Return all the entries exactly, keeping pictures out.

The records:
= Beginning of Section =
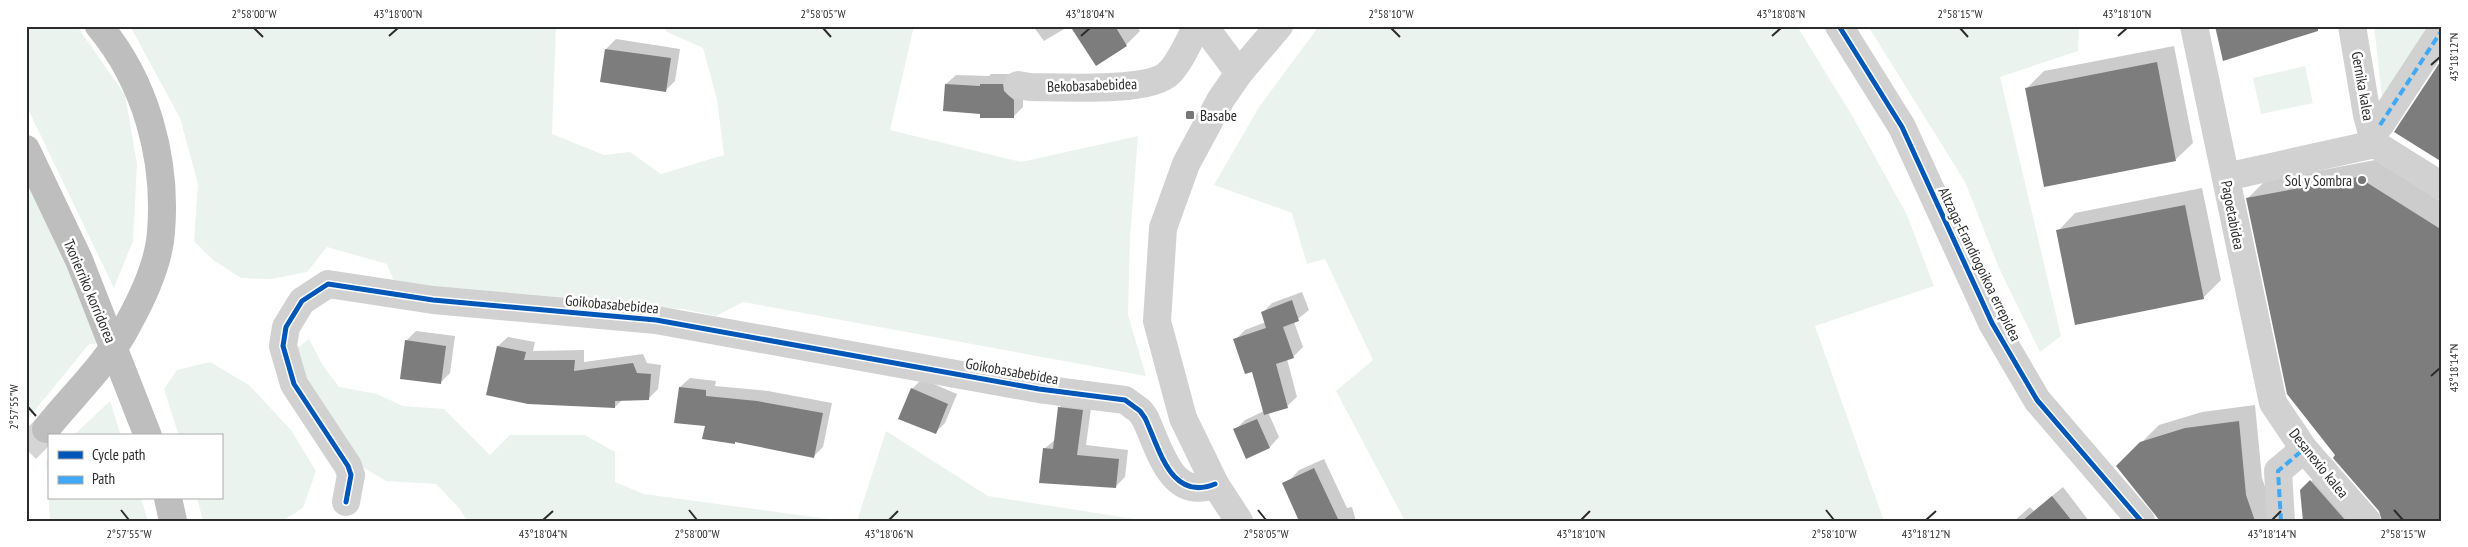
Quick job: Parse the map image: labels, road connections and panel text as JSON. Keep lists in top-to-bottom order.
{
  "streets": {
    "highway": ["Txorierriko korridorea"],
    "street": [
      "Bekobasabebidea",
      "Gernika kalea",
      "Pagoetabidea",
      "Altzaga-Erandiogoikoa errepidea",
      "Goikobasabebidea",
      "Desanexio kalea"
    ]
  },
  "crossings": [
    ["Pagoetabidea", "Desanexio kalea"]
  ],
  "places": {
    "transit": ["Basabe"],
    "other": ["Sol y Sombra"]
  },
  "legend": ["Cycle path", "Path"],
  "coordinates": [
    "2°58'00\"W",
    "43°18'00\"N",
    "2°58'05\"W",
    "43°18'04\"N",
    "2°58'10\"W",
    "43°18'08\"N",
    "2°58'15\"W",
    "43°18'10\"N",
    "43°18'12\"N",
    "43°18'14\"N",
    "2°57'55\"W",
    "43°18'06\"N"
  ]
}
= End of Section =
Response to the exercise:
Quick job: Parse the map image: labels, road connections and panel text as JSON. Keep lists in top-to-bottom order.
{
  "streets": {
    "highway": ["Txorierriko korridorea"],
    "street": [
      "Bekobasabebidea",
      "Gernika kalea",
      "Pagoetabidea",
      "Altzaga-Erandiogoikoa errepidea",
      "Goikobasabebidea",
      "Desanexio kalea"
    ]
  },
  "crossings": [
    ["Pagoetabidea", "Desanexio kalea"]
  ],
  "places": {
    "transit": ["Basabe"],
    "other": ["Sol y Sombra"]
  },
  "legend": ["Cycle path", "Path"],
  "coordinates": [
    "2°58'00\"W",
    "43°18'00\"N",
    "2°58'05\"W",
    "43°18'04\"N",
    "2°58'10\"W",
    "43°18'08\"N",
    "2°58'15\"W",
    "43°18'10\"N",
    "43°18'12\"N",
    "43°18'14\"N",
    "2°57'55\"W",
    "43°18'06\"N"
  ]
}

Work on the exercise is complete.